Advances in necrotizing enterocolitis

2005 
Objective: To evaluate recently reported findings on necrotizing enterocolitis, paying particular attention to pathogenesis, management and preventative strategies. Data sources: The articles covered in this report consist of randomized and quasi-randomized trials, case control studies, meta-analyses and reviews published recently. Certain other articles were also included because of their utmost importance to the subject. Results: Necrotizing enterocolitis remains a major cause of morbidity and mortality in preterm infants. Those who are born with intra-uterine-growth retardation are at a several-fold increased risk. Possible pathophysiologic processes beginning in utero and continuing after birth are discussed in this review. Other factors involved in the process are related to the role of arginine and the production of intestinal nitric oxide and the action of epidermal growth factor in the regulation of cell regeneration. Perforated necrotizing enterocolitis is a complex surgical problem; definitive evidence-based guidelines for the best approach are yet to be determined.
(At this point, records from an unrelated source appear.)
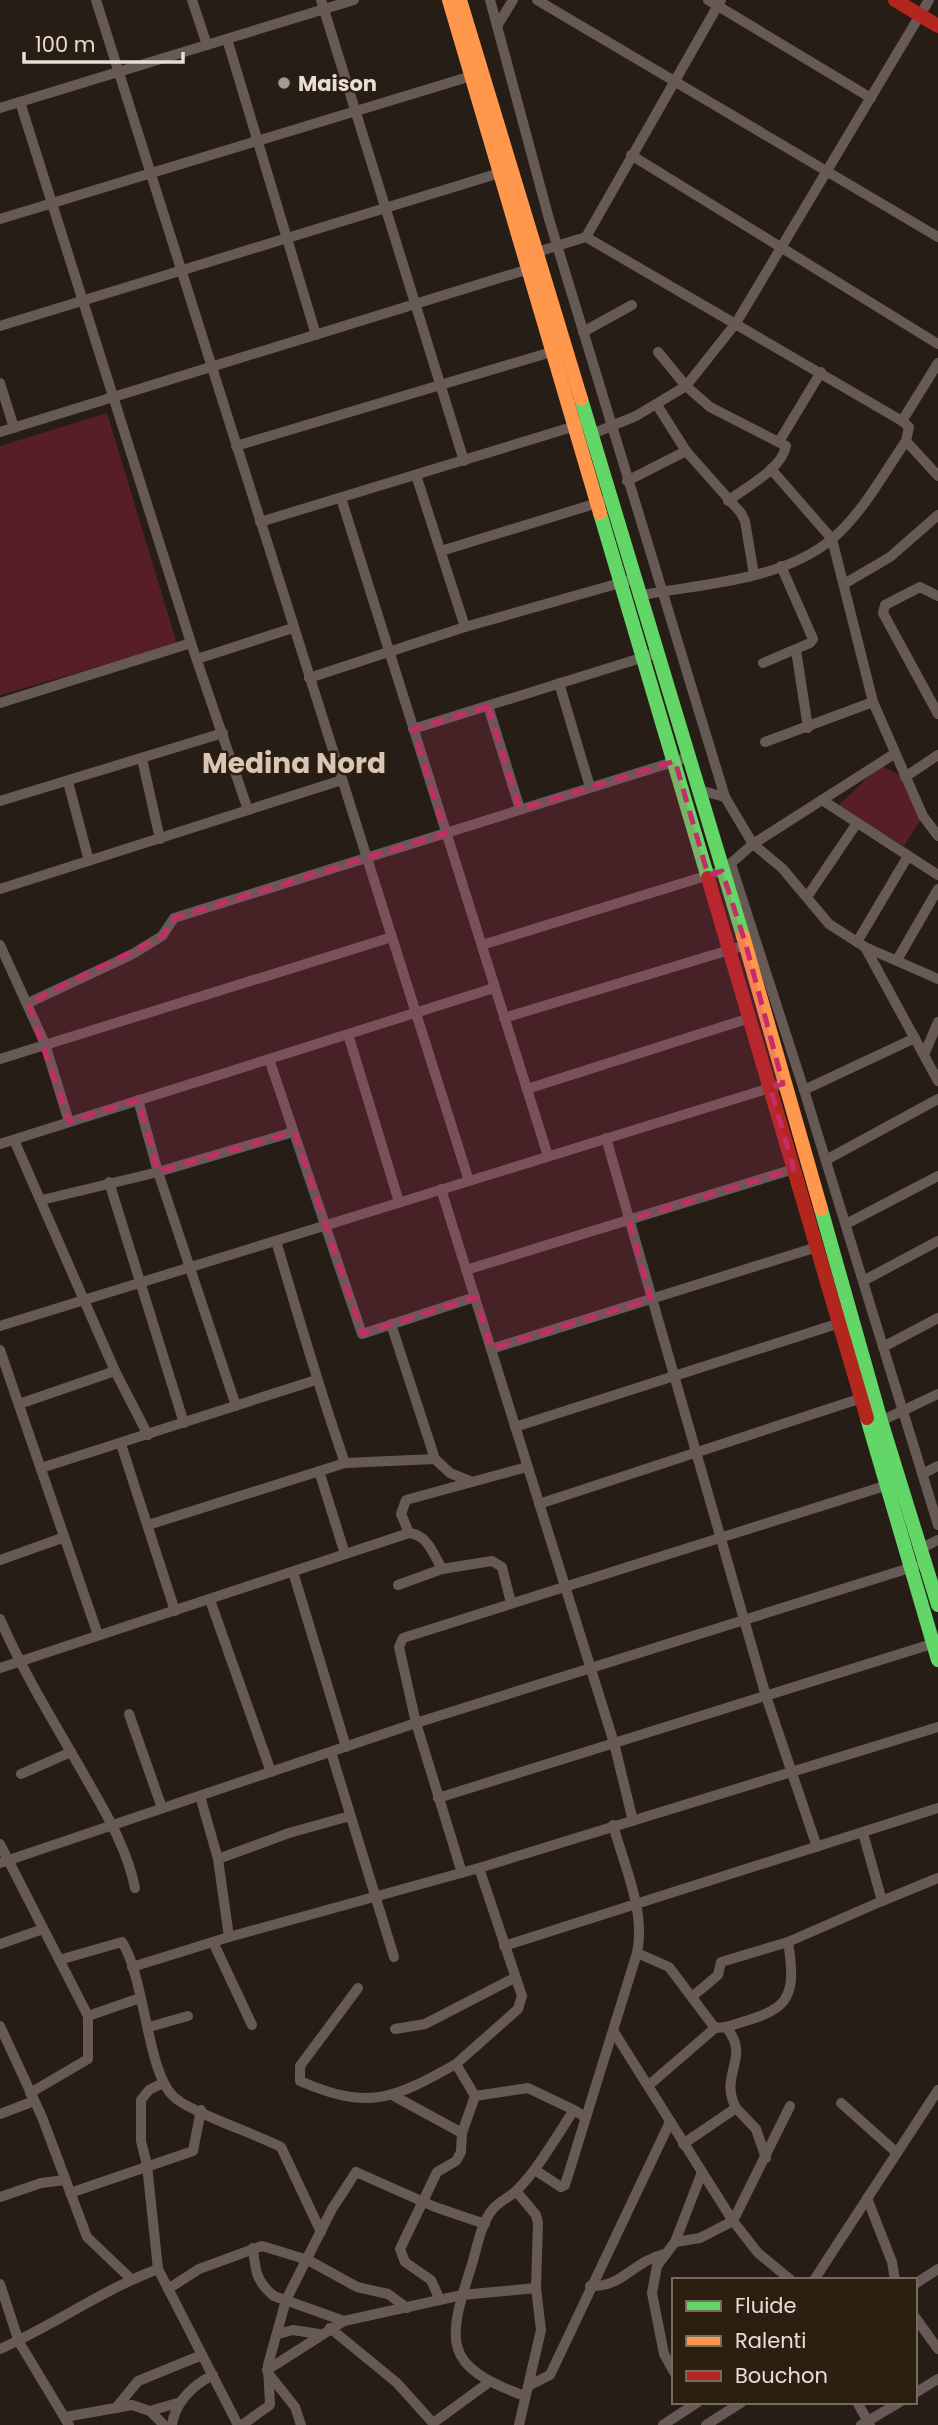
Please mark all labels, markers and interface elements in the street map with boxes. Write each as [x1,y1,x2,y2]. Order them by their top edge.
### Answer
scale bar [24,21,184,65]
text: 100 m [35,30,95,59]
place label: Maison [298,69,377,98]
marker: Maison [276,75,292,91]
district label: Medina Nord [202,744,386,783]
legend [672,2278,917,2404]
text: Fluide [735,2291,797,2320]
text: Ralenti [735,2326,806,2355]
text: Bouchon [735,2361,828,2390]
After surgery, although residual small bowel length and the presence of the ileo-cecal valve remain important predictors of duration of parenteral nutrition in infants, other factors, such as the early use of breast milk or amino acid-based formula, may also play a role in intestinal re-adaptation. Prevention strategies have centered on feeding practices and emerging experiments such as amino acid supplementation, are also discussed. Conclusion: Significant results in terms of mortality and morbidity will be achieved through better understanding of necrotizing enterocolitis pathogenesis and clinical and surgical management in addition to the employment of preventative strategies.